When she takes the difficult shot she will be tied for the lead with Amy Anderson of NDSU, the 2008 Birchmont women's champ and the 2007 runner-up. Both enter today's completion of the first round at 2-under par.
A quirky day of thunder and lightning -- but only spits of rain -- suspended play Thursday with 25 players making it through the first round. It was a bad break on the opening day of the toughest test in golf -- balky weather that figures to turn one of the most difficult weeks on the schedule into an even bigger grind.
The rain halted a mini streak for Kerr, who had made two straight birdies to get into a tie for the lead with Anderson. After her second birdie, Kerr, who opened her round on the back, teed off into the right rough on No. 7, then hit her approach into the sand. That's when the siren sounded and the players headed to the clubhouse.
Anderson will join Kerr in sleeping on the lead.

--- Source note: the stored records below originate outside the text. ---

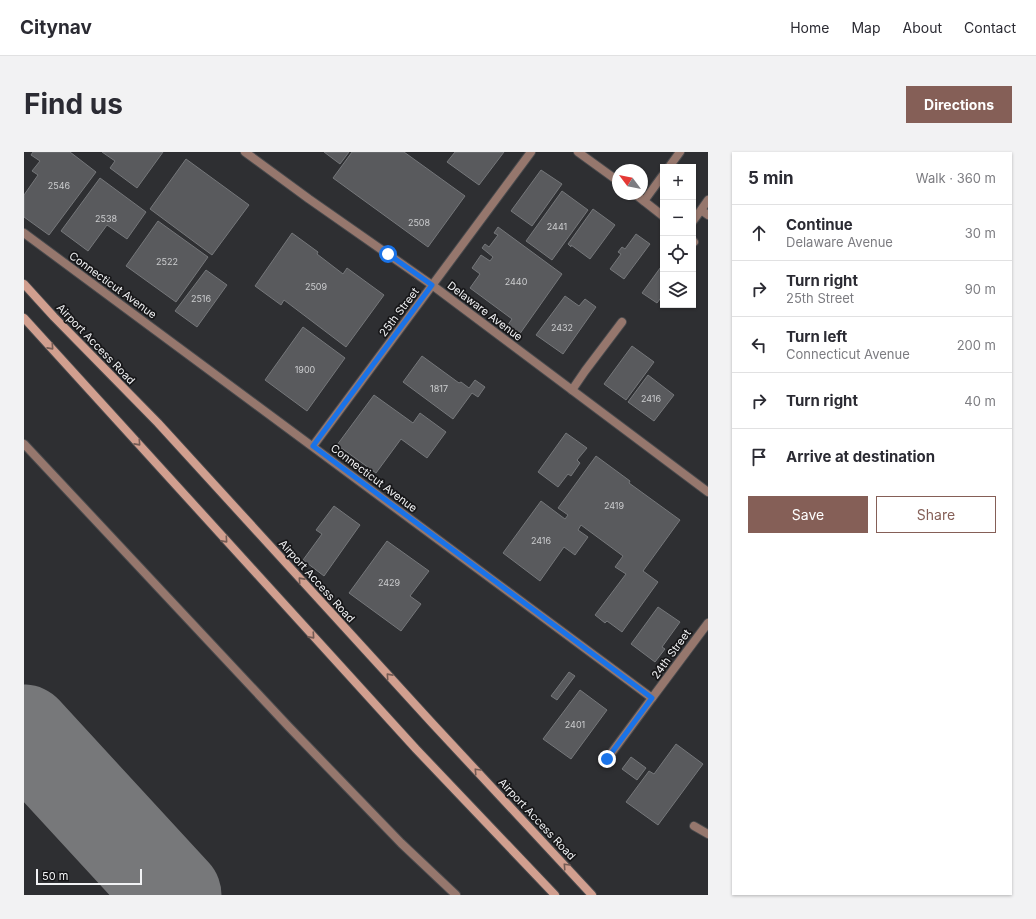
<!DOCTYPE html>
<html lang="en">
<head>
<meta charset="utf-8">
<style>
  :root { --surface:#fff; --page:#f2f2f3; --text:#2b2b33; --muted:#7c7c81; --line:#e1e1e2; --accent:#855f57 }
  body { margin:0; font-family:Inter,sans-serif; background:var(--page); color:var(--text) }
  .controls { position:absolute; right:12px; top:12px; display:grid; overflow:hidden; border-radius:0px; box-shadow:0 1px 3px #0004 }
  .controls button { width:36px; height:36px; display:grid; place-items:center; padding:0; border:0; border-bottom:1px solid var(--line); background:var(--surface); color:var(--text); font:20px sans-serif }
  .compass { position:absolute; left:588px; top:12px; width:36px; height:36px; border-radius:50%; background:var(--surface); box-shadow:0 1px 3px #0004; rotate:302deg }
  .scale { position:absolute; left:12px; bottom:10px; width:106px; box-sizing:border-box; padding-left:4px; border:2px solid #f2f3f5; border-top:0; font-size:11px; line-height:14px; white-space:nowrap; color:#f2f3f5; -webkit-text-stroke:3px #171719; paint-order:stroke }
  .stop { position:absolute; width:12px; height:12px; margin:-9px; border:3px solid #1a73e8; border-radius:50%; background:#fff }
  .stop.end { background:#1a73e8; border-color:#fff; box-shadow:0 1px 4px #0008 }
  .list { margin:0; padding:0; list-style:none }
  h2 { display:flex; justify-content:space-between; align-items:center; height:52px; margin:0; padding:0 16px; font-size:17px }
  h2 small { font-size:13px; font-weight:400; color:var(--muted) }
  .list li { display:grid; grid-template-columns:26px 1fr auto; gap:12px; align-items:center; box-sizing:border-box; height:56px; padding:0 16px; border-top:1px solid var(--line) }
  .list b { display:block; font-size:15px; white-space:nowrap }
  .list p { margin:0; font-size:13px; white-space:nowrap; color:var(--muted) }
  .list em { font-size:13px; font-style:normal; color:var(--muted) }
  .actions { display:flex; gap:8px; padding:12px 16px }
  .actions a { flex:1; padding:9px 0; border:1px solid var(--accent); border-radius:0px; text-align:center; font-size:14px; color:var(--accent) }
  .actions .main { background:var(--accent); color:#fff }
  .icon { flex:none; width:22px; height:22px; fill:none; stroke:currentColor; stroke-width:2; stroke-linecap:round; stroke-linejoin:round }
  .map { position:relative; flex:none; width:684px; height:743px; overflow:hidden; border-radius:0px }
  header { display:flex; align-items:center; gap:24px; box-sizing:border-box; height:56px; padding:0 20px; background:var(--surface); border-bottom:1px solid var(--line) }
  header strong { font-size:19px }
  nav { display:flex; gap:22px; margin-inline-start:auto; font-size:14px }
  .intro { display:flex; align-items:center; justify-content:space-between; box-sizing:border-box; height:96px; padding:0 24px }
  h1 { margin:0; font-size:28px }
  .button { padding:10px 18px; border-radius:0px; background:var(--accent); color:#fff; font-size:14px; font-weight:700 }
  main { display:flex; gap:24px; padding:0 24px }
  aside { flex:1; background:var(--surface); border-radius:0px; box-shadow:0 1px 3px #0004 }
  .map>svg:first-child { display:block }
</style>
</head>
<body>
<header>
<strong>Citynav</strong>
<nav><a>Home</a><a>Map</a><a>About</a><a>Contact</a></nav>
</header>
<div class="intro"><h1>Find us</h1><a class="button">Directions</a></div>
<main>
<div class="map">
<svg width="684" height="743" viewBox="0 0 684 743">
  <rect width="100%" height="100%" fill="#2e2f32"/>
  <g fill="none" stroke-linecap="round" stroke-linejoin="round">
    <path stroke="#77787a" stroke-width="95" d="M0 580 150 743"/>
  </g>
  <path fill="#595a5d" stroke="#75777a" d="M9 0H46L72 20 25 83 0 65V43L14 23 8 19 16 9 7 3Z
    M78 0H139L113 36 86 16 91 9Z
    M300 0H325L316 12Z
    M328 0H380L441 44 404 95 309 26Z
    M431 0H480L455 33 423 10Z
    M162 7 225 53 188 103 126 57Z
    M517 18 538 32 508 74 487 59Z
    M76 26 122 60 103 87 83 73 64 99 37 79Z
    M538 39 564 58 528 108 502 89Z
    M569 57 591 73 566 107 547 93V95L544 92Z
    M134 69 184 105 152 150 102 114Z
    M474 75 538 122 495 183 483 174 488 167 446 136 456 122 448 116 457 103 466 109 469 105 458 96 461 92 465 95 474 83 470 81Z
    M268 81 294 100 293 102 319 122 323 116 360 143 322 195 260 148 257 153 231 134Z
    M612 82 626 92 600 127 586 117 597 102 594 100 598 95 601 97Z
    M639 112V143L633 151 618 141Z
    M182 118 203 133 173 175 151 159Z
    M541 144 555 154 561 147 572 155 539 202 512 183Z
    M279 175 321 206 283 259 241 228Z
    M608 194 630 210 602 248 580 232Z
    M398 204 435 231 437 230 445 236 451 228 461 235 454 245 448 241 429 267 379 230Z
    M624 223 650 243 630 269 604 250Z
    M350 243 389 271 396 261 422 280 403 306 377 287 352 321 313 293Z
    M542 281 563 296 553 308 556 311 547 324 544 322 534 335 514 320Z
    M572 304 606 329 605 331 656 368 619 419 634 430 598 480 583 469 581 471 571 463 602 422 591 415 599 404 557 373 554 378 564 385 551 403 540 395 516 429 479 401 517 349 541 367 544 363 534 356Z
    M310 354 336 373 300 424 279 408 298 382 292 378Z
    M363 389 405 419 386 444 397 452 377 479 325 441Z
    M634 455 656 470 638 495 641 497 631 510 607 492Z
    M545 520 551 524 533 548 527 544Z
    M556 538 583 558 547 607 519 587Z
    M652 592 679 612 634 673 602 650 625 619 630 622Z
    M607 605 622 616 613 628 598 617Z"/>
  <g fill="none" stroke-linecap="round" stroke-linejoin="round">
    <g stroke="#494a4d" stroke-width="10">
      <path id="lane" d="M645 15 656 0
        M684 48 677 58 684 63
        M620 49 639 23
        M669 69 677 58
        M548 238 561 219 598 170
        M0 292 265 575 377 691 432 743
        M583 607 628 546
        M670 674 684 682"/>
    </g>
    <g stroke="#494a4d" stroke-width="10">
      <path id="street" d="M221 0 285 47 408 133 684 340
        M554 0 594 29
        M611 42 639 64
        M0 81 628 546 684 471
        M669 89 670 90
        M289 294 507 0"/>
    </g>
    <g stroke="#494a4d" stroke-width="10">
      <path id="secondary" d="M0 132 30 165 134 271 408 571 568 743
        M0 166 392 597 531 743"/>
    </g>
    <use href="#lane" stroke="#96776d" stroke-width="8"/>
    <use href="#street" stroke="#96776d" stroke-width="8"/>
    <use href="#secondary" stroke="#d19f8f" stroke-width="8"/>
  </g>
  <defs><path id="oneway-chevron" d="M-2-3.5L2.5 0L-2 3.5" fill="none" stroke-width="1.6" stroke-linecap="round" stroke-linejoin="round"/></defs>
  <g stroke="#745b54">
    <use href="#oneway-chevron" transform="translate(27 195) rotate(48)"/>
    <use href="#oneway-chevron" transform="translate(114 291) rotate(48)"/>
    <use href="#oneway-chevron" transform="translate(201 388) rotate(48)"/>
    <use href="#oneway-chevron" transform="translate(277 428) rotate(-132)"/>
    <use href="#oneway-chevron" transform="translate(288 484) rotate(48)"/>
    <use href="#oneway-chevron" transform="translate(365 524) rotate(-132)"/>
    <use href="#oneway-chevron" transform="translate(453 619) rotate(-133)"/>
    <use href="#oneway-chevron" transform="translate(542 714) rotate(-133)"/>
  </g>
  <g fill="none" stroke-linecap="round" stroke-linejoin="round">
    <path stroke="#1a73e8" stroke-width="5" d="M364 102 408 133 289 294 628 546 583 607"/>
  </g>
  <g text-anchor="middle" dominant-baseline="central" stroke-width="3.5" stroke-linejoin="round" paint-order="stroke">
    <g font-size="9" fill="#cccdcf">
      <text x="35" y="33">2546</text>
      <text x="82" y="66">2538</text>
      <text x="395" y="70">2508</text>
      <text x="533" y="74">2441</text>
      <text x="143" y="109">2522</text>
      <text x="492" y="129">2440</text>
      <text x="292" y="134">2509</text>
      <text x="177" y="146">2516</text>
      <text x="538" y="175">2432</text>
      <text x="281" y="217">1900</text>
      <text x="415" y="236">1817</text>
      <text x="627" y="246">2416</text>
      <text x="590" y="353">2419</text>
      <text x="517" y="388">2416</text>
      <text x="365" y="430">2429</text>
      <text x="551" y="572">2401</text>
    </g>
    <g font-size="11" fill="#f2f3f5" stroke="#171719">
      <text transform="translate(89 133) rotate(36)">Connecticut Avenue</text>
      <text transform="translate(461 159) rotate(37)">Delaware Avenue</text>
      <text transform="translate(375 160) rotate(-53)">25th Street</text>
      <text transform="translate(72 192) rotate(46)">Airport Access Road</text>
      <text transform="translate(350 326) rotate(37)">Connecticut Avenue</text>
      <text transform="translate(293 429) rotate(48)">Airport Access Road</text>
      <text transform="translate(647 502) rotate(-54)">24th Street</text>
      <text transform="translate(513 667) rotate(47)">Airport Access Road</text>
    </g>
  </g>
</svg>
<div class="controls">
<button>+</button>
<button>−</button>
<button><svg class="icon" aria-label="locate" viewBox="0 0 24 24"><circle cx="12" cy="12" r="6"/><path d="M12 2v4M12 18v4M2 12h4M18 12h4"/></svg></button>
<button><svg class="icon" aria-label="layers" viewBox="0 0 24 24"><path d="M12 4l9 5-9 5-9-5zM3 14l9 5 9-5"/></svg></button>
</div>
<svg class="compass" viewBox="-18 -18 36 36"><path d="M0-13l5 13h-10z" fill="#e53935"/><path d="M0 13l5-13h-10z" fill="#7c7c81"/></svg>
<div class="scale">50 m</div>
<div class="stop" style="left:364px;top:102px"></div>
<div class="stop end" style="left:583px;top:607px"></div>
</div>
<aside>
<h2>5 min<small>Walk · 360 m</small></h2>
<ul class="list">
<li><svg class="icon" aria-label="ahead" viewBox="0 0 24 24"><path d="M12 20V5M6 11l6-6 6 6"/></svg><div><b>Continue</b><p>Delaware Avenue</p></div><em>30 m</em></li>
<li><svg class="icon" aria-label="right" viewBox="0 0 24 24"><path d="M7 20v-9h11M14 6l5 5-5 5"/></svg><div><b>Turn right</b><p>25th Street</p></div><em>90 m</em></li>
<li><svg class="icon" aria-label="left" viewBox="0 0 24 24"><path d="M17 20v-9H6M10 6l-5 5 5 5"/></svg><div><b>Turn left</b><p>Connecticut Avenue</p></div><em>200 m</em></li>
<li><svg class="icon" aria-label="right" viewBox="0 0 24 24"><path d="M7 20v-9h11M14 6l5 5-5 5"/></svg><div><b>Turn right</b></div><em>40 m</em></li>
<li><svg class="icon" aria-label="arrive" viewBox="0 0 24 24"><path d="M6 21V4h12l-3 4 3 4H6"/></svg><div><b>Arrive at destination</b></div></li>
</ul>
<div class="actions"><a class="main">Save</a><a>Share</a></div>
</aside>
</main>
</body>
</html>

The second-team All-American from North Dakota State hit her approach on the par-5 ninth to tap-in range for her second birdie of the day. That put her at 2 under.
"The first-day leader," she said. "That's way more than I could have imagined."
She needs to hold onto the lead for six more holes to make it official.
Anderson opened her day with four pars. Her first birdie came on the 426-yard par-4 fifth hole and she finished her front side with the birdie on No. 9.
Anderson carded three pars on the back and was playing No. 13 when play was suspended.
Her average drive Thursday was 271 yards and she hit eight of nine fairways and nine of 12 greens in regulation and had 19 putts in her 12 holes.
After the USGA halted play Thursday for 2.5 hours, with the thunder still rumbling and the radar blinking red, officials called play. There were 75 players on the course and 66 who hadn't hit a shot.
That means nearly half the field, including defending champion Paula Creamer and Yani Tseng, trying to complete her career Grand Slam, could face 72 holes in three days.
The Broadmoor is the first U.S. Women's Open course to measure more than 7,000 yards -- quite a haul, even at 6,700 feet in altitude.
The best score posted among the 25 players who had finished belonged to Kristy McPherson, who shot 2-over 73. That was one shot ahead of Aree Song and seven-time major winner Juli Inkster.
Typical of the U.S. Open, rounds were averaging more than five hours. Some of the players were surprised the USGA didn't wait a little longer before calling play, but the threat of rain and lightning never really abated. They'll need perfect weather the rest of the week to close out this tournament on Sunday.